Records for the exercise:
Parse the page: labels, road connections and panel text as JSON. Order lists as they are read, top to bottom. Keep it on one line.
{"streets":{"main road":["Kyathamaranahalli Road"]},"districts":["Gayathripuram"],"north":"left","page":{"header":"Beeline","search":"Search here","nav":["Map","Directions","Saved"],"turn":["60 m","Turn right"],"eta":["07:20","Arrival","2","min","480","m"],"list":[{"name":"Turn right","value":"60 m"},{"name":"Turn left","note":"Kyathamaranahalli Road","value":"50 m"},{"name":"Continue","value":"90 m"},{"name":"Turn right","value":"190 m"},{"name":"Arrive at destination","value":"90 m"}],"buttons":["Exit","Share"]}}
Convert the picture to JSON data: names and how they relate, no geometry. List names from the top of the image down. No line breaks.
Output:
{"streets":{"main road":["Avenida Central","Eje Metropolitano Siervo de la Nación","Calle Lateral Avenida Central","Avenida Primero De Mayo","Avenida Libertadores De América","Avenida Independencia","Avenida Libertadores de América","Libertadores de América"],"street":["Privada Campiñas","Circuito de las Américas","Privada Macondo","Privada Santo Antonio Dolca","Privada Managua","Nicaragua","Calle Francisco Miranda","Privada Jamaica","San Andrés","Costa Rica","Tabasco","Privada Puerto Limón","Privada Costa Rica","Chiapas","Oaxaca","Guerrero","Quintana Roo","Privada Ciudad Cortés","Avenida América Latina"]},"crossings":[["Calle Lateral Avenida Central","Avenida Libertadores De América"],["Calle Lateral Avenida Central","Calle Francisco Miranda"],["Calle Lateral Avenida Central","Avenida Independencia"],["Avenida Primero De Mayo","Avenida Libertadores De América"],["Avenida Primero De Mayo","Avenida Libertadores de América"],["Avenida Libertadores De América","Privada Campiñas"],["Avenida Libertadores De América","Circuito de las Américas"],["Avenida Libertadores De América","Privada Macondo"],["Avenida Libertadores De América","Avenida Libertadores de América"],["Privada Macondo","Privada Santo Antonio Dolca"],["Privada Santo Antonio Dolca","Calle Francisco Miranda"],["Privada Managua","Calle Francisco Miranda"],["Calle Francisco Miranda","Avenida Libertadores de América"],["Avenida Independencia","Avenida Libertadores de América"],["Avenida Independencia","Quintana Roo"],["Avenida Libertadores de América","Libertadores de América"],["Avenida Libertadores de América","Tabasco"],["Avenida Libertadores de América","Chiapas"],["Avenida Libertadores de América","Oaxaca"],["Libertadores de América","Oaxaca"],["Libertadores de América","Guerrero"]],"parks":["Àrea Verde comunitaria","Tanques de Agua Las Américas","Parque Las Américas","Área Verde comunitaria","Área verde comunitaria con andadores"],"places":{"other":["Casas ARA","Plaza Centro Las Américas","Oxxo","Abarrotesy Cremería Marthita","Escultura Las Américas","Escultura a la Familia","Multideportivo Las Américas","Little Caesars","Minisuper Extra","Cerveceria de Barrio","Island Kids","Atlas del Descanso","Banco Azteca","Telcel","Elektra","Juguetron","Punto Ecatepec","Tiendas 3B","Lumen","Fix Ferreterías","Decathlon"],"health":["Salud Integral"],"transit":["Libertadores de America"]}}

What you have to do:
Pull out all lines from the listing that contain the string "they".

Finished exercise:
Parse the page: labels, road connections and panel text as JSON. Order lists as they are read, top to bottom. Keep it on one line.
Convert the picture to JSON data: names and how they relate, no geometry. List names from the top of the image down. No line breaks.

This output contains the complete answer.